E qual a sensação em ser um best-seller?
É muito estranho. Obviamente, é maravilhoso, mas também um tanto assustador, porque todas essas pessoas estão com seu livro nas mãos e tendo opinião sobre ele.

O livro tem um pouco the Hitchcock.

Certamente. Eu gosto de Hitchcock e queria criar um tipo de atmosfera dele, como a paranóia claustrofóbica, um suspense de coisas em que todos personagem duvidam sempre deles um do outro.

Por que o livro virou um fenômeno?
É muito difícil de responder. Acho que é uma combinação de fatores que o levaram a decolar. Mas também isso é um mistério, porque se você soubesse exatamente porque é um best-seller, faria exatamente a mesma coisa da próxima vez. As pessoas se prendem no suspense, e continuam lendo, lendo e lendo. A Rachel (personagem principal) é controversa, envolve todo mundo que tem uma opinião sobre ela. Todo mundo se identifica com isso na vida.

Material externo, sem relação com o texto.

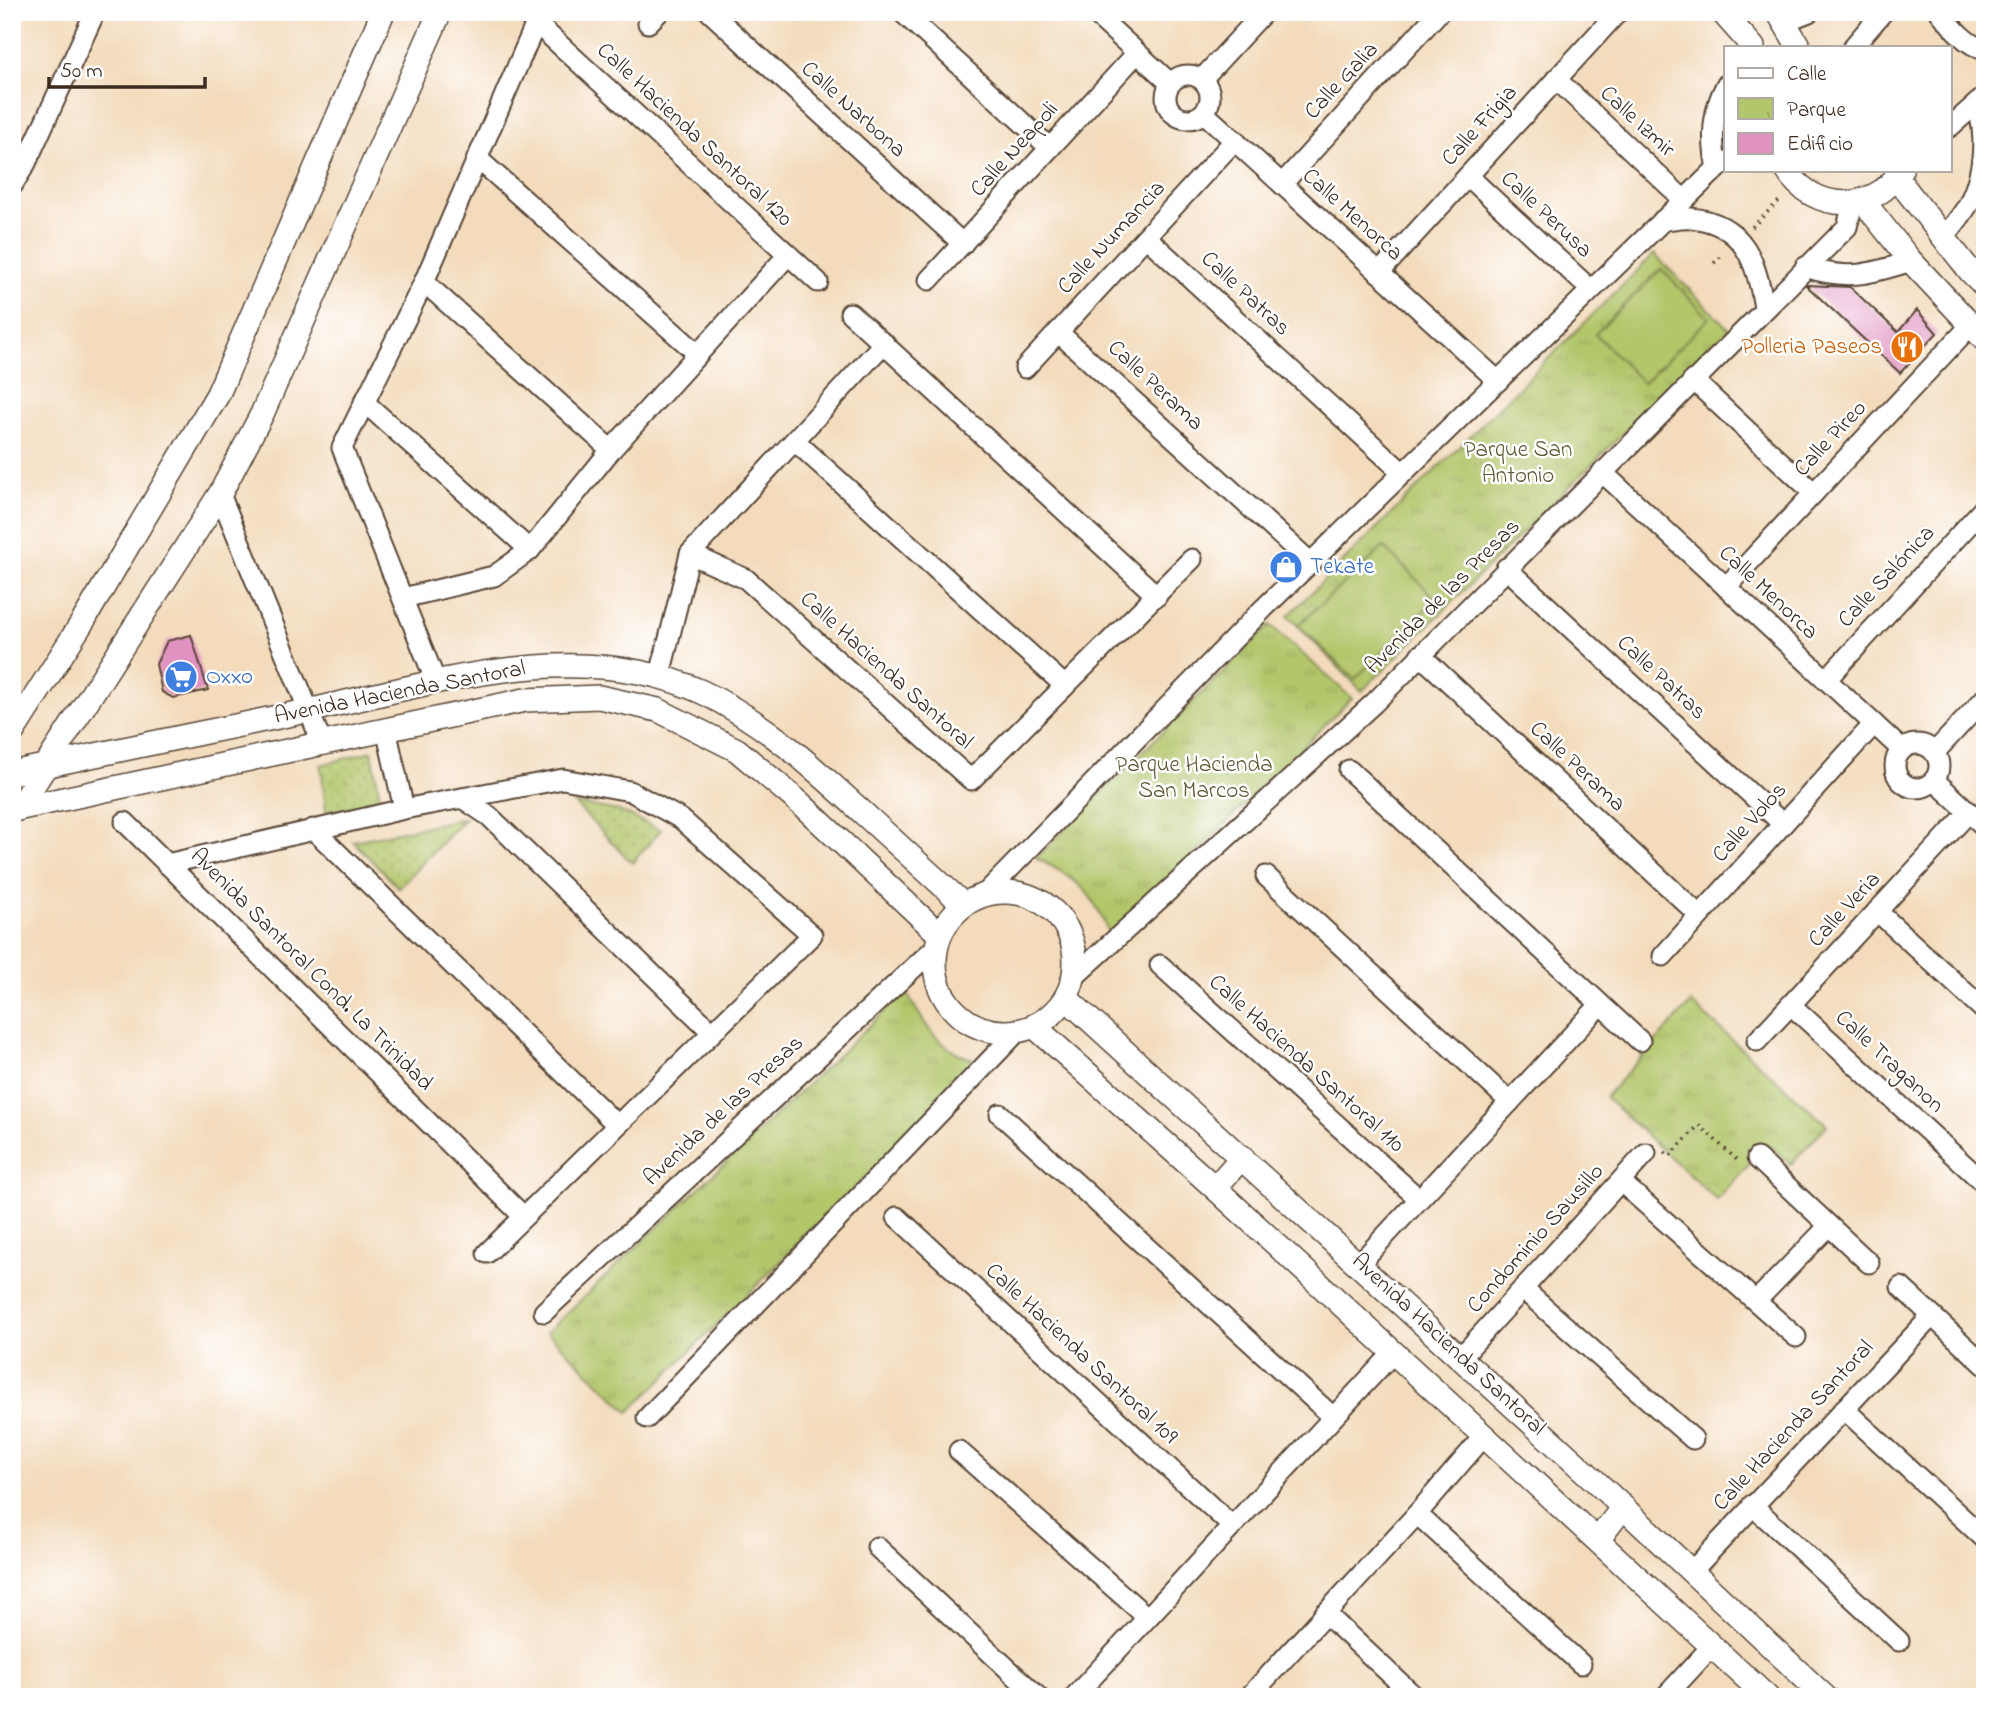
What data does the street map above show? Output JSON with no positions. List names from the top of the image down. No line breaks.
{"streets":{"street":["Calle Galia","Calle Narbona","Calle Izmir","Calle Frigia","Calle Hacienda Santoral 120","Calle Neapoli","Calle Menorca","Calle Perusa","Calle Numancia","Calle Patras","Calle Perama","Calle Pireo","Calle Salónica","Avenida de las Presas","Calle Hacienda Santoral","Avenida Hacienda Santoral","Calle Volos","Calle Veria","Avenida Santoral Cond. La Trinidad","Calle Traganon","Calle Hacienda Santoral 110","Condominio Sausillo","Calle Hacienda Santoral 109"]},"crossings":[["Calle Galia","Calle Menorca"],["Calle Narbona","Calle Neapoli"],["Calle Izmir","Calle Frigia"],["Calle Frigia","Calle Menorca"],["Calle Frigia","Calle Perusa"],["Calle Hacienda Santoral 120","Avenida Hacienda Santoral"],["Calle Menorca","Calle Numancia"],["Calle Menorca","Calle Pireo"],["Calle Menorca","Calle Salónica"],["Calle Menorca","Avenida de las Presas"],["Calle Menorca","Calle Volos"],["Calle Numancia","Calle Patras"],["Calle Numancia","Calle Perama"],["Calle Patras","Avenida de las Presas"],["Calle Patras","Calle Volos"],["Calle Perama","Avenida de las Presas"],["Calle Perama","Calle Volos"],["Avenida de las Presas","Avenida Hacienda Santoral"],["Calle Hacienda Santoral","Avenida Hacienda Santoral"],["Avenida Hacienda Santoral","Condominio Sausillo"],["Calle Veria","Calle Traganon"]],"parks":["Parque San Antonio","Parque Hacienda San Marcos"],"places":{"restaurant":["Polleria Paseos"],"shop":["Tekate"],"supermarket":["Oxxo"]},"legend":["Calle","Parque","Edificio"],"scale_bar":"50 m"}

Como vê a comparação do seu livro com “Garota Exemplar”?
Bem (risos…). Eu penso que é um ótimo livro, gostei muito, mas são bem diferentes. Acho que a comparação é feita porque as duas protagonistas são muito problemáticas e não confiáveis. Amy (de “Garota Exemplar) mente, enquanto Rachel não consegue lembrar o que fez. Posso ver similaridades, mas são livros diferentes.

Como criou a história? Houve alguma inspiração real?

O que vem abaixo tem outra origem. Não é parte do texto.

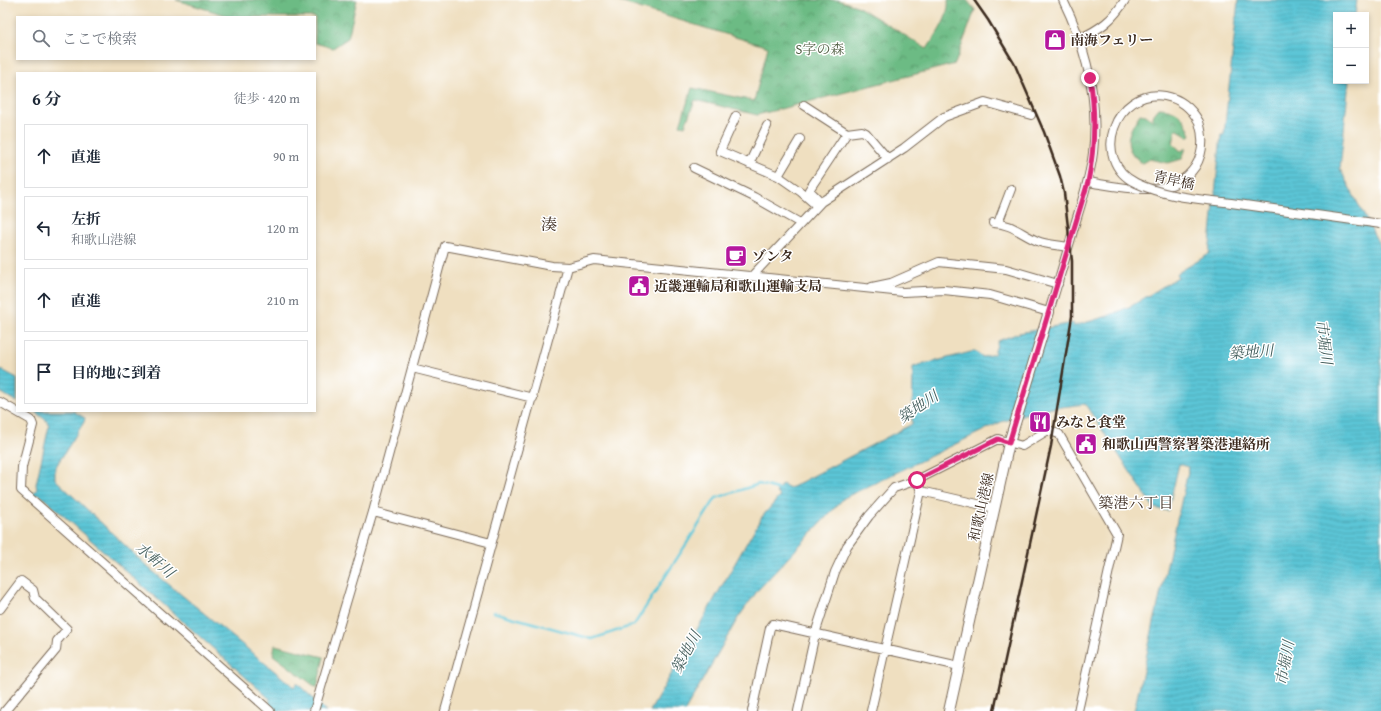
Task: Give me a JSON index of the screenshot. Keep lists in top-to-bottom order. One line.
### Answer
{"streets":{"main road":["和歌山港線"],"street":["青岸橋"]},"districts":["湊","築港六丁目"],"water":["市堀川","築地川","水軒川"],"parks":["S字の森"],"places":{"shop":["南海フェリー"],"cafe":["ゾンタ"],"public building":["近畿運輸局和歌山運輸支局","和歌山西警察署築港連絡所"],"restaurant":["みなと食堂"]},"page":{"map_buttons":["+","−"],"search":"ここで検索","heading":["6 分","徒歩 · 420 m"],"list":[["直進","90 m"],["左折","和歌山港線","120 m"],["直進","210 m"],"目的地に到着"]}}
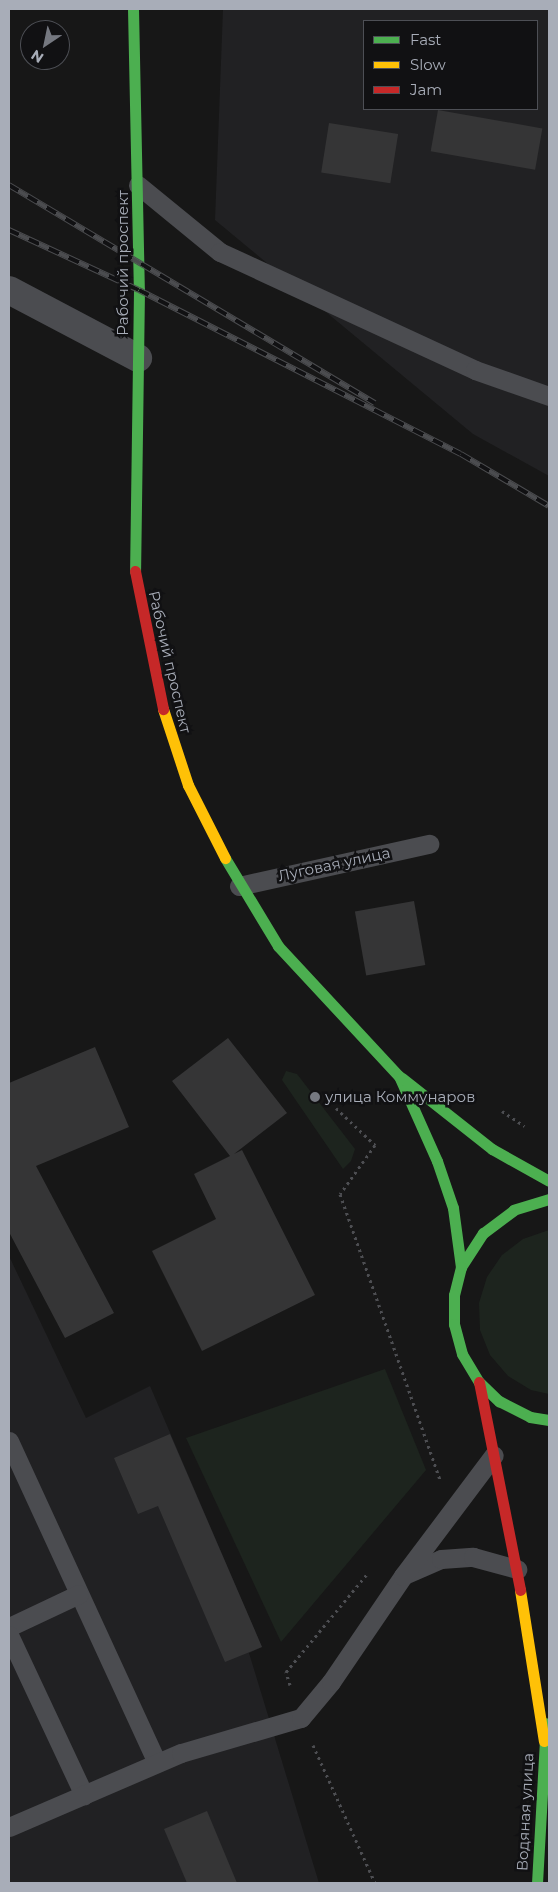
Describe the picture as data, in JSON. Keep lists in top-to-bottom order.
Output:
{
  "streets": {
    "street": ["Рабочий проспект", "Водяная улица"],
    "lane": ["Луговая улица"]
  },
  "crossings": [
    ["Рабочий проспект", "Луговая улица"]
  ],
  "places": ["улица Коммунаров"],
  "legend": ["Fast", "Slow", "Jam"],
  "north": "bottom left"
}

Levei um ano para escrever. Tive a ideia de que deveria ser algo envolvendo trens, porque estou acostumada a usá-los, vivo em Londres, é algo muito londrino. Especificamente, queria escrever sobre alguém que tivesse um problema com bebida e que isso afetasse sua memória. Tive, na verdade, essas duas ideias juntas (bebida e trem), porque poderia escrever sobre o que ela vê do trem, o que pensa sobre isso.

O final, como todo suspense, é o que mais se espera de um livro como o seu – no caso, o mistério em torno do desaparecimento da Megan. No período em que estava escrevendo, chegou a mudar o final?

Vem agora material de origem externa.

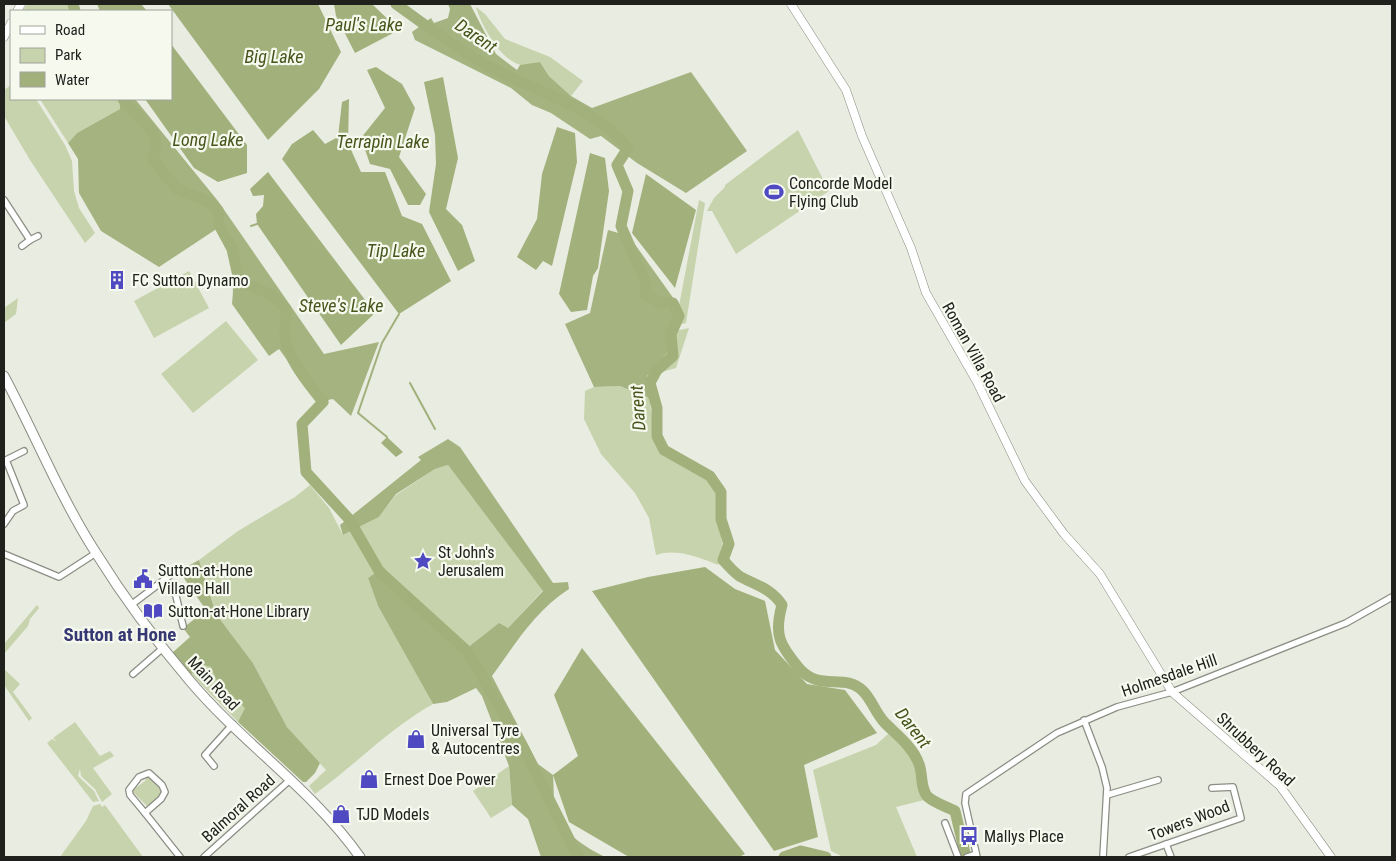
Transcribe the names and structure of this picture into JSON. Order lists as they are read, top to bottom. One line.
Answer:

Antes de escrever o livro, eu já sabia quem era responsável por isso (o desaparecimento de Megan), um esboço escrito, algo imaginado. Mas muitas coisas foram mudando do original, porque começaram a fazer conexões enquanto escrevia, como a narração da Rachel, e opiniões da Megan. No fim, a Rachel passa a gostar da Anna, isso foi mudado também.

Como a sra. descreveria Rachel, a “garota no trem”?

Uma pessoa confusa e incrivelmente infeliz, e muito reconhecível. Qualquer um pode se pegar nessa situação. Ela vai tocando a vida, tudo bem, bebe muito, mas tudo bem. Foi casada, amou seu marido, e as coisas começam a dar errado e desmoronar de repente. Muitos de nós conhecemos alguém assim, que é do bem, do qual você gosta, mas que começa a perder o controle rapidamene das coisas quando perde um emprego e agora busca tentar ser quem era antes, feliz e mais forte.

Há alguma inspiração real, pessoal, para Rachel?

Eu conheço pessoas com problemas de vícios, mas ela não é baseada em ninguém particularmente. Muito da imaginação vem da experiência de outras pessoas. Os nomes também foram imaginados, assim como o lugar em que o livro se passa. Eu queria criar um espaço meu, criar uma configuração para a história.